-- Raw data --

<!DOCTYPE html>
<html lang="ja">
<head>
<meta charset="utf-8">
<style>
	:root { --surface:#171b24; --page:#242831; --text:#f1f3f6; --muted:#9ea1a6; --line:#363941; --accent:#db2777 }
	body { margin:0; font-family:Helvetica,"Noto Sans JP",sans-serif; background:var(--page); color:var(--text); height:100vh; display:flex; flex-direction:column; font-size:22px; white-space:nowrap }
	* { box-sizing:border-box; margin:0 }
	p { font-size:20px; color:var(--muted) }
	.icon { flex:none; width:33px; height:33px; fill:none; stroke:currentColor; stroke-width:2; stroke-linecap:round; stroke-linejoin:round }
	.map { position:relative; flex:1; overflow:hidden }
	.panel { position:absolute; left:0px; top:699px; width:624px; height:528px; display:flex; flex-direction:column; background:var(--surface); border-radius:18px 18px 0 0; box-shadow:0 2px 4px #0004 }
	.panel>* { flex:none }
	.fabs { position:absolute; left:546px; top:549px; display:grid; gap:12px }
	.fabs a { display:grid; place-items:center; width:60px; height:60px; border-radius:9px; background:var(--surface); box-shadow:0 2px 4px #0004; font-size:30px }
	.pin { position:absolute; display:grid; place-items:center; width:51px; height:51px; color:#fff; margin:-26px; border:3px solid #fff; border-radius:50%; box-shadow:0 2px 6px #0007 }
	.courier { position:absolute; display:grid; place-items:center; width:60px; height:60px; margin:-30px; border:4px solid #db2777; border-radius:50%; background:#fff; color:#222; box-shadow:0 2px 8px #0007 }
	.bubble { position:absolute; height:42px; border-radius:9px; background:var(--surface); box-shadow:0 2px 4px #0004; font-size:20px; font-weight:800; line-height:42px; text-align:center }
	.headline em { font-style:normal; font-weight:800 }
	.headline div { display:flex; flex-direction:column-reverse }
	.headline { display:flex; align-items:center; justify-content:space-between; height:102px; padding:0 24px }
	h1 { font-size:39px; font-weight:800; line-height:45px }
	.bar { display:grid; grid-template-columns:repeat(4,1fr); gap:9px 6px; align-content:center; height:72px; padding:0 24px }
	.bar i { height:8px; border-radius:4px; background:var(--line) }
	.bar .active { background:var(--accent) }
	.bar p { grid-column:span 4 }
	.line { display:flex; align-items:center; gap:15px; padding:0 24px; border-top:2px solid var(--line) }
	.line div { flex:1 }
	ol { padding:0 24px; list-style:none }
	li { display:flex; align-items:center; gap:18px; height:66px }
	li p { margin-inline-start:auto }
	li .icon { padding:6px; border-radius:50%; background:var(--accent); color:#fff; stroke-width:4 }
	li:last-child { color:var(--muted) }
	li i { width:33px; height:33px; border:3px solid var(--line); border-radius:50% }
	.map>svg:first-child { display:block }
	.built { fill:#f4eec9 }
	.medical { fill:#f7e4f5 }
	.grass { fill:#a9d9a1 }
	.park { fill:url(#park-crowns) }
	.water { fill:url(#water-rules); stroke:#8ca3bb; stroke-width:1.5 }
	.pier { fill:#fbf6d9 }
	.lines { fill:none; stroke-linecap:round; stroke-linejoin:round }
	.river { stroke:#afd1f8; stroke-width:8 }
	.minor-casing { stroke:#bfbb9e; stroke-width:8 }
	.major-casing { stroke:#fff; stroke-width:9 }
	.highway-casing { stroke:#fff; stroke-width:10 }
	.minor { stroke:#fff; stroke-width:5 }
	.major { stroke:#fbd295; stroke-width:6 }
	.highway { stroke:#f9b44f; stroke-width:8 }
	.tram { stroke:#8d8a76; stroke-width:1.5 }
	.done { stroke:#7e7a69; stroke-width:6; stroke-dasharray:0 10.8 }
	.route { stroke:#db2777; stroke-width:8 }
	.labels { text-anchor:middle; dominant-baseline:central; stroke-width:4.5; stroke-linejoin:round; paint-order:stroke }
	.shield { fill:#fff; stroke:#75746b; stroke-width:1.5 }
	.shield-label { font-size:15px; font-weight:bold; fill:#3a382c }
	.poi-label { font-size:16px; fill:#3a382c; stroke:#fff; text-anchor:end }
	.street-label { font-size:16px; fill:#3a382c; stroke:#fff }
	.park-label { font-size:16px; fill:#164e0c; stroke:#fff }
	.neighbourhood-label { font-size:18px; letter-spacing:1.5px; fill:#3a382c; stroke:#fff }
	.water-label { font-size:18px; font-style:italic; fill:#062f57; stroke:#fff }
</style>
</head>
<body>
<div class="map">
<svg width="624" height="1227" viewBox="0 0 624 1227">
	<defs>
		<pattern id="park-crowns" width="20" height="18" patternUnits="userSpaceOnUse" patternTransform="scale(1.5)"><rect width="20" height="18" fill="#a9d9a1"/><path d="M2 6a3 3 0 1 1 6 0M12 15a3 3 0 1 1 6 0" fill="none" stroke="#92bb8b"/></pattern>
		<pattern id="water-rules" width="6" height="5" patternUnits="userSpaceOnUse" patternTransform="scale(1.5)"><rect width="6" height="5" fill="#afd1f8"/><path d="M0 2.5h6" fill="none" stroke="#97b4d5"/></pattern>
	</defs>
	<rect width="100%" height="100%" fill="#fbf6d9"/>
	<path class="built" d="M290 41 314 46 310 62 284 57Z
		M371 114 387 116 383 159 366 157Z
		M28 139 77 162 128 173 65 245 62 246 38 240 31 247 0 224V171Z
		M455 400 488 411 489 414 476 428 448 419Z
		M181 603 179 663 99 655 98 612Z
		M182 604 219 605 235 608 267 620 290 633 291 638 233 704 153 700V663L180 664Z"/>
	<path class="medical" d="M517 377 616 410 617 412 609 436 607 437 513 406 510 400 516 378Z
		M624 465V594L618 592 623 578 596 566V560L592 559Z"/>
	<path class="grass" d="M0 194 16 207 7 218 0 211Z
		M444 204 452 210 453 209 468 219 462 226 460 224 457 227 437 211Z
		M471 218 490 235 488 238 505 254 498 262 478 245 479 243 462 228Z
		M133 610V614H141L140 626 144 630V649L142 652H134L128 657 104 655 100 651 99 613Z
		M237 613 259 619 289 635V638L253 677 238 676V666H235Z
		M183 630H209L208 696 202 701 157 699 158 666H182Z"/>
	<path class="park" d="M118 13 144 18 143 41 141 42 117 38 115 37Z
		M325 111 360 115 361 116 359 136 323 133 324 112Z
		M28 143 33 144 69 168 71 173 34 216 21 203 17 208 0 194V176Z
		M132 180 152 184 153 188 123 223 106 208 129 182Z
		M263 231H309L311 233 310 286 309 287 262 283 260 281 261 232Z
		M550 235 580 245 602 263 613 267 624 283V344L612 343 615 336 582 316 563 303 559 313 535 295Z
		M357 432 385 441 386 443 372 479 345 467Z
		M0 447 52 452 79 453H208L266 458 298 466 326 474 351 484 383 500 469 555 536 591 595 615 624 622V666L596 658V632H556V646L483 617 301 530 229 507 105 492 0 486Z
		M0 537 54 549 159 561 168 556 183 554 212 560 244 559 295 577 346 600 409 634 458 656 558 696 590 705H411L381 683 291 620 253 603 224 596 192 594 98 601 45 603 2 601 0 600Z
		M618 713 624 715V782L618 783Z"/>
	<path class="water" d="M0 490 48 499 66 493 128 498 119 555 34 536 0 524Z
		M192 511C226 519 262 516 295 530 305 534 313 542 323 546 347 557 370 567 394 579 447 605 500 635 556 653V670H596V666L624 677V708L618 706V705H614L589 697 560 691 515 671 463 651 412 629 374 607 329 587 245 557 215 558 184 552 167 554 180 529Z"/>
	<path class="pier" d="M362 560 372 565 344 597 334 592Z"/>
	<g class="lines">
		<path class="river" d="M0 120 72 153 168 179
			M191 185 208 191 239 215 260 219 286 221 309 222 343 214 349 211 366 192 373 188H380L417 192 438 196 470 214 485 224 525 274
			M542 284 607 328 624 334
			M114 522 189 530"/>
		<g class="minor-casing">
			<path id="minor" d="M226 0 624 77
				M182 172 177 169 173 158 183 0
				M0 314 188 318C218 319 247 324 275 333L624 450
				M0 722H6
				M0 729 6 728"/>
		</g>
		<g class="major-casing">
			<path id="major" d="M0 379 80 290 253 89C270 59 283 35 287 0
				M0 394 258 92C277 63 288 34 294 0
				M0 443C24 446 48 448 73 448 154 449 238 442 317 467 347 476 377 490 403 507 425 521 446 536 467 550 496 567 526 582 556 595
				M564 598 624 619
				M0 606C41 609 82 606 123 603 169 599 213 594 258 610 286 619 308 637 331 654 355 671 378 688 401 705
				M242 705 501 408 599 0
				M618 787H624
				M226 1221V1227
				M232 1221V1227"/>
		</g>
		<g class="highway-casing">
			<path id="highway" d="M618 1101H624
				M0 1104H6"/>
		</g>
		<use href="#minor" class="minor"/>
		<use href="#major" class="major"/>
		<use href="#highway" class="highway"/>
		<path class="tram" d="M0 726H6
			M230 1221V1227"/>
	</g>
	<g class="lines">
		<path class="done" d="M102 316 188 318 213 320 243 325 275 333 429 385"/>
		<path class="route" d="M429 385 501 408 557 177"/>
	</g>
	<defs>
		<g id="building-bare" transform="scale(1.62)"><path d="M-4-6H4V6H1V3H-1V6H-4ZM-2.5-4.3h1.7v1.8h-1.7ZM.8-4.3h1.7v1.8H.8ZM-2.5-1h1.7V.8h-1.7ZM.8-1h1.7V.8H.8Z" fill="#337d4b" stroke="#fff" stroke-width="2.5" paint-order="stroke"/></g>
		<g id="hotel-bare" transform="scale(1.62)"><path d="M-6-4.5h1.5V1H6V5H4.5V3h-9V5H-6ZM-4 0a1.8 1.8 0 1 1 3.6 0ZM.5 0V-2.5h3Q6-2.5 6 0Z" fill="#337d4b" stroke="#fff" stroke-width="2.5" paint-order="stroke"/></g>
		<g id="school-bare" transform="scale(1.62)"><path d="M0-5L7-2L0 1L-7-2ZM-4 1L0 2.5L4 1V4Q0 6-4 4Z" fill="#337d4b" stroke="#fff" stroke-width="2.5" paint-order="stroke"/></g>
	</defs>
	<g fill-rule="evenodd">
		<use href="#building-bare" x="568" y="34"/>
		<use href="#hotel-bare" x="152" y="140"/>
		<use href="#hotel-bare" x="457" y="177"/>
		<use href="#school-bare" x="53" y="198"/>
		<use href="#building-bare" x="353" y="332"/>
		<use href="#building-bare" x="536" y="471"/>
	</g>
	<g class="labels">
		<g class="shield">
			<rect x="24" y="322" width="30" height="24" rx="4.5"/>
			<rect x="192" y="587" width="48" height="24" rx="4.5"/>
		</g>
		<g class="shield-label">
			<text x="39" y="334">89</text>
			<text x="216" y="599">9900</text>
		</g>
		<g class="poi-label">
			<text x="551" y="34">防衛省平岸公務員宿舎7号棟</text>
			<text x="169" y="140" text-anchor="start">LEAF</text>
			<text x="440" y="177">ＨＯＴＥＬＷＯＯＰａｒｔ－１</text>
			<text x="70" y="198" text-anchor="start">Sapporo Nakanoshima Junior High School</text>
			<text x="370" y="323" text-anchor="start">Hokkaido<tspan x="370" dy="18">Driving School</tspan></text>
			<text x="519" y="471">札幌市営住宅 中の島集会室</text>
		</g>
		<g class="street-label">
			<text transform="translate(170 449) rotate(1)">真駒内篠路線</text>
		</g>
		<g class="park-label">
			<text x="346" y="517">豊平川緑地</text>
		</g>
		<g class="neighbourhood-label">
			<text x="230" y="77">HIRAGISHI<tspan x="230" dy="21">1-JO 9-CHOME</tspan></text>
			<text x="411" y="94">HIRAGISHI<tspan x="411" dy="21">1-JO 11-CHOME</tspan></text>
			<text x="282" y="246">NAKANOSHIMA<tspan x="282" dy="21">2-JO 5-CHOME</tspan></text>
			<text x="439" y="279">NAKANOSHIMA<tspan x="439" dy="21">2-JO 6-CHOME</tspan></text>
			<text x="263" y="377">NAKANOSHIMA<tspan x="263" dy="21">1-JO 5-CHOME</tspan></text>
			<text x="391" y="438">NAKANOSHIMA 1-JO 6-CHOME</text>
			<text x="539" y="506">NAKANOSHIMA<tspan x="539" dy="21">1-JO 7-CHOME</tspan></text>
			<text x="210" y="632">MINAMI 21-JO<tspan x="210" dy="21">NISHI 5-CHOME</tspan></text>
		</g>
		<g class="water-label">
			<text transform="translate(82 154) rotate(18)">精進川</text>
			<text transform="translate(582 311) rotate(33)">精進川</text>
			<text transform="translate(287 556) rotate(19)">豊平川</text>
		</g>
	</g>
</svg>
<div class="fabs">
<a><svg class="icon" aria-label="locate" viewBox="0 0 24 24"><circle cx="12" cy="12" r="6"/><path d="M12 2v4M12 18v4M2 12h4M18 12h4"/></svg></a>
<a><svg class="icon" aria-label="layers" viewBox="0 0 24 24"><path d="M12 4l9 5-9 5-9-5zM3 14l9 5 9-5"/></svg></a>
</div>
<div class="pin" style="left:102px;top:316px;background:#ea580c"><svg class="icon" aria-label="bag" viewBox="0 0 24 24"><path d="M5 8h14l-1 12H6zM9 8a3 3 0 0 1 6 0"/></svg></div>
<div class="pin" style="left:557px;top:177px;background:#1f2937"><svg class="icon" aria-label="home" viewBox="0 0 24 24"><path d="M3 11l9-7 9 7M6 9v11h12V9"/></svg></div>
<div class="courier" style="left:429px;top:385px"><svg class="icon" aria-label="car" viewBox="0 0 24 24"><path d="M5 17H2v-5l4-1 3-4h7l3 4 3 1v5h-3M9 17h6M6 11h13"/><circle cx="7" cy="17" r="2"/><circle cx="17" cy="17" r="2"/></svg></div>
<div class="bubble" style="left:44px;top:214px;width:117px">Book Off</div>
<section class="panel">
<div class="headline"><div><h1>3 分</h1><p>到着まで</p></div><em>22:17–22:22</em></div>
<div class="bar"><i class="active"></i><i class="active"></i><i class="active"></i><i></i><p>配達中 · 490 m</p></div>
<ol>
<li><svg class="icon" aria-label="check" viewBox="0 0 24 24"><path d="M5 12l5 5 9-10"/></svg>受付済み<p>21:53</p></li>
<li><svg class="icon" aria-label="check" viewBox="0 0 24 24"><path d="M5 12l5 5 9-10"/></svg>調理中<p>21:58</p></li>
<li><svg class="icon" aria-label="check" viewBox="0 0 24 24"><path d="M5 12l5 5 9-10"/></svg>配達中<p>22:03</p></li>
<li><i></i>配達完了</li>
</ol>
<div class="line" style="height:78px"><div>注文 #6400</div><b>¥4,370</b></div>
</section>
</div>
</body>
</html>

-- What the exercise asks --
Look over the records. Copy the lines that include the word "body".

-- Exercise output --
	body { margin:0; font-family:Helvetica,"Noto Sans JP",sans-serif; background:var(--page); color:var(--text); height:100vh; display:flex; flex-direction:column; font-size:22px; white-space:nowrap }
<body>
</body>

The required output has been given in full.